*** Begin section ***
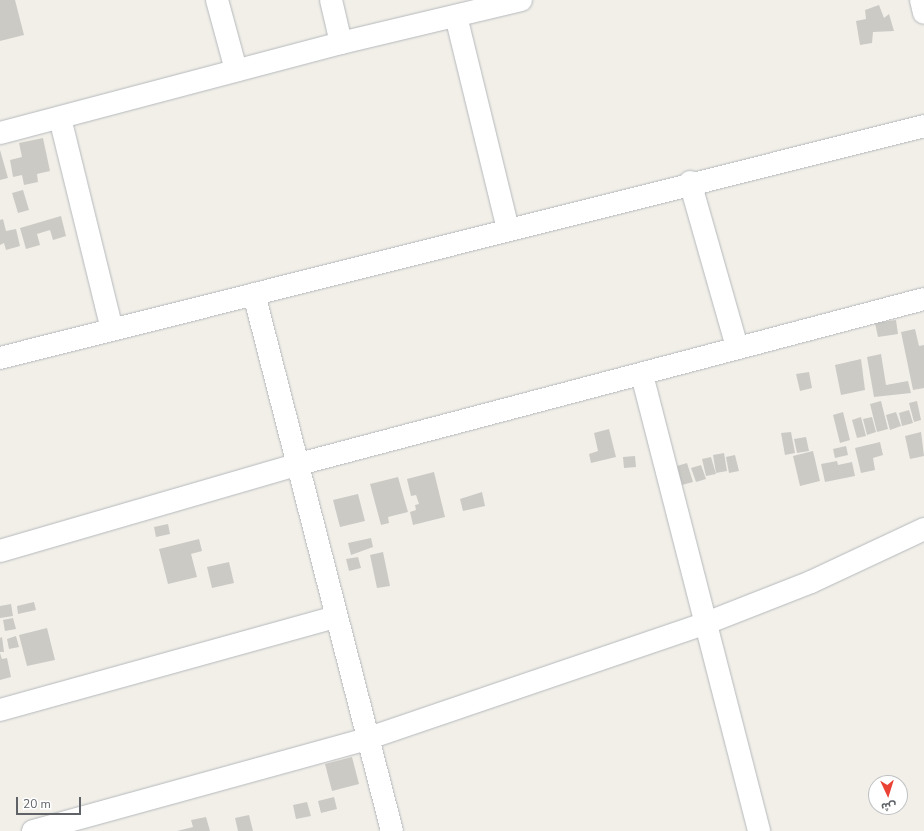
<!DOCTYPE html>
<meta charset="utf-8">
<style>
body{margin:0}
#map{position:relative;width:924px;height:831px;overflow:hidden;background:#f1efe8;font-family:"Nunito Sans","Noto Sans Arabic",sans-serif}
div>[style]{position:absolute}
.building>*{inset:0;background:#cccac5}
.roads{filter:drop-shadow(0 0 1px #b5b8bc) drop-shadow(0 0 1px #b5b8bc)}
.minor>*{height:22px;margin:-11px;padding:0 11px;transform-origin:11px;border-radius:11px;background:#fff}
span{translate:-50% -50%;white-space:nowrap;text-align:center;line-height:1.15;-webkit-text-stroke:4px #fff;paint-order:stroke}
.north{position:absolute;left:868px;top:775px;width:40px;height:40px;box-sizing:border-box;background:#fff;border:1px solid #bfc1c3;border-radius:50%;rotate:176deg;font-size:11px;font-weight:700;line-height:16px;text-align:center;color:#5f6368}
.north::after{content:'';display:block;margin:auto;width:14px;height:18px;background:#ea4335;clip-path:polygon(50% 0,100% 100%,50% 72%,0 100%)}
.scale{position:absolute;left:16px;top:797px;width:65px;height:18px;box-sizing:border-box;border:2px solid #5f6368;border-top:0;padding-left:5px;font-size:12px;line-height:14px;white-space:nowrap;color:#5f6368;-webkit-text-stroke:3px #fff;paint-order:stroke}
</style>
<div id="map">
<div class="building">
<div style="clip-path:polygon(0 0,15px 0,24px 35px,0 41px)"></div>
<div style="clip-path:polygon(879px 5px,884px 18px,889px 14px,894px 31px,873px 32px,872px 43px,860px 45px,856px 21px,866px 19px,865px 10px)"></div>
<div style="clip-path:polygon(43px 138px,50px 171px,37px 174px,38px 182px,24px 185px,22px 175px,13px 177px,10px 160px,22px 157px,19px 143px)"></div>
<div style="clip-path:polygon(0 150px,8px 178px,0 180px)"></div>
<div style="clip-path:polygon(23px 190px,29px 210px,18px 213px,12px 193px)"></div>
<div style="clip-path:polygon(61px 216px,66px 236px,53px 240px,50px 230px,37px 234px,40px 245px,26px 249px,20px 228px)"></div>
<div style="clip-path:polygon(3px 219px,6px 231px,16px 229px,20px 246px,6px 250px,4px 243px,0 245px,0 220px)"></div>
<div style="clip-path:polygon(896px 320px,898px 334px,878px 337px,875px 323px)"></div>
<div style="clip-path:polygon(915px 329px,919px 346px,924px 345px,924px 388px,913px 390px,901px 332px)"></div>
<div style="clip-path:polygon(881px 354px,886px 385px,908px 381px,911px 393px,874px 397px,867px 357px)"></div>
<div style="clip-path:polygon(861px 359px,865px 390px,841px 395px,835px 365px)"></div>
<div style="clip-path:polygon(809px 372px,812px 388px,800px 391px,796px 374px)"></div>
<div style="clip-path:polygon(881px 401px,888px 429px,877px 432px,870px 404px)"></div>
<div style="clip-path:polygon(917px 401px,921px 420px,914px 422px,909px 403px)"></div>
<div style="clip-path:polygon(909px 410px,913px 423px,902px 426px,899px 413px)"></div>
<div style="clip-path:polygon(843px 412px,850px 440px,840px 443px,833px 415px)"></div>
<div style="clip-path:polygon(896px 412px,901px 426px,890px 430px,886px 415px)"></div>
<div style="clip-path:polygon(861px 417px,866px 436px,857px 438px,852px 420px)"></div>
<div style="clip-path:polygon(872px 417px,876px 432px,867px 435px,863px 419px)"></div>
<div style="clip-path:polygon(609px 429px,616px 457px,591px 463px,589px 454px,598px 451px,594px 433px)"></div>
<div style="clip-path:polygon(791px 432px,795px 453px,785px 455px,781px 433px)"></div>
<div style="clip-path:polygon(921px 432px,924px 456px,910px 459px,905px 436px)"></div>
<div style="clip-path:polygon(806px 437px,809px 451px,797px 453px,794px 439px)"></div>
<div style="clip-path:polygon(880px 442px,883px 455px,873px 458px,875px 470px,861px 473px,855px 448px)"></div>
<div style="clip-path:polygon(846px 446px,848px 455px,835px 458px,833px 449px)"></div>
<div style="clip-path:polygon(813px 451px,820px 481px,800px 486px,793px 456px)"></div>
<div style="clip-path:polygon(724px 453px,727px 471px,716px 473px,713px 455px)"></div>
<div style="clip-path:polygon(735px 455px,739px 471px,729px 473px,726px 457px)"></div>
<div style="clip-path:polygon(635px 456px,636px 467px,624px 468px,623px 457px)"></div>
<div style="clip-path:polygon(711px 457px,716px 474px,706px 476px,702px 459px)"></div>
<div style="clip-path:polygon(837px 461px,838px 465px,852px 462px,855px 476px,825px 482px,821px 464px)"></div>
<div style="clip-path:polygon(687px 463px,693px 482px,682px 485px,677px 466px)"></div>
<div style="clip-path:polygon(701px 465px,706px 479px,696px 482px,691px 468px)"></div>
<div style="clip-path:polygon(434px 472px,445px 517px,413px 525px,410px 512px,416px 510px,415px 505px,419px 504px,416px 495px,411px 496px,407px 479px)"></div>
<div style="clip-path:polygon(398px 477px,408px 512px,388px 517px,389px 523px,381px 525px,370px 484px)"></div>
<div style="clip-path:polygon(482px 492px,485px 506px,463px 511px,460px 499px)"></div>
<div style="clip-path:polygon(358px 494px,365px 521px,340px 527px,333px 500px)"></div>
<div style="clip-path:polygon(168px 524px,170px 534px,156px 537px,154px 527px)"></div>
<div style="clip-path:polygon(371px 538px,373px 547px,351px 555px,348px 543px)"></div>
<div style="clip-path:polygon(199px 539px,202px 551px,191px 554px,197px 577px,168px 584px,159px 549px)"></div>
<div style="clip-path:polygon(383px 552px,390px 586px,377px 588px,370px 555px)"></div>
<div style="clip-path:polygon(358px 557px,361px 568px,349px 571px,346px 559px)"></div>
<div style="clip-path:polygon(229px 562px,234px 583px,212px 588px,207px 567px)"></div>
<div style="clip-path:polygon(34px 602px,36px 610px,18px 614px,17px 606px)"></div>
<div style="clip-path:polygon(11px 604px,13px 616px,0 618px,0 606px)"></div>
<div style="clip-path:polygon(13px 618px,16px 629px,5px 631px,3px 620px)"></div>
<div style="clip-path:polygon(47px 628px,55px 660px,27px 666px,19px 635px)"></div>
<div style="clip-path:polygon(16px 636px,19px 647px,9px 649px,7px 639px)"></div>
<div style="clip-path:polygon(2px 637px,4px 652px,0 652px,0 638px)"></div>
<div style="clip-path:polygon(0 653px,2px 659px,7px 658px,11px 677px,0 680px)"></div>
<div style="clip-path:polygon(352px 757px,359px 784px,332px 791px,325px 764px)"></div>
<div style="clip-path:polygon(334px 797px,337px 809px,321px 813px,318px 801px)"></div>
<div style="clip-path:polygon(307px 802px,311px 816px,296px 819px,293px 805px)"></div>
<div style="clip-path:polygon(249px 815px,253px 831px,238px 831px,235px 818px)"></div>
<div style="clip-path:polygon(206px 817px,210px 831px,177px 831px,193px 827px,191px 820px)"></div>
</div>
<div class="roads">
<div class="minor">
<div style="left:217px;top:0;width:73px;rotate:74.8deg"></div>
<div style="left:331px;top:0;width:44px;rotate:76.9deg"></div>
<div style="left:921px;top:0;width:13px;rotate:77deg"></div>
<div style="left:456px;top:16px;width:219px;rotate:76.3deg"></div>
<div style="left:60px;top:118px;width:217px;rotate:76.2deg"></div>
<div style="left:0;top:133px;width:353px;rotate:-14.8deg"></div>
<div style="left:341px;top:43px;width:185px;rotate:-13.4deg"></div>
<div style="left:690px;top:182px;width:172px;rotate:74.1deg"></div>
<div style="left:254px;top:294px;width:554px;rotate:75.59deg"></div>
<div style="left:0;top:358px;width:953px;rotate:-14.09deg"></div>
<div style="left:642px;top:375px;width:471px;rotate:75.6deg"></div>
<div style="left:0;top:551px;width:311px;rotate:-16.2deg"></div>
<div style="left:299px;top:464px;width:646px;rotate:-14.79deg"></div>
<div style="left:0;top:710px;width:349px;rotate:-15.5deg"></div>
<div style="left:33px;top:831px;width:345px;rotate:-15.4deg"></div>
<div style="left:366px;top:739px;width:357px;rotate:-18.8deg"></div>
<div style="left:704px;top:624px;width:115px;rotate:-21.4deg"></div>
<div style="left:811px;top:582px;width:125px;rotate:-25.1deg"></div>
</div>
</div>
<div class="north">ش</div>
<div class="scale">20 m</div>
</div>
*** End section ***
▸ What you need to do
What is asked for is an exact copy of the lines above from the one containing "539px,202px 551px,191px 554px,197px" through the one containing "552px,390px 586px,377px 588px,370px", and only those.

▸ Output for this exercise
<div style="clip-path:polygon(199px 539px,202px 551px,191px 554px,197px 577px,168px 584px,159px 549px)"></div>
<div style="clip-path:polygon(383px 552px,390px 586px,377px 588px,370px 555px)"></div>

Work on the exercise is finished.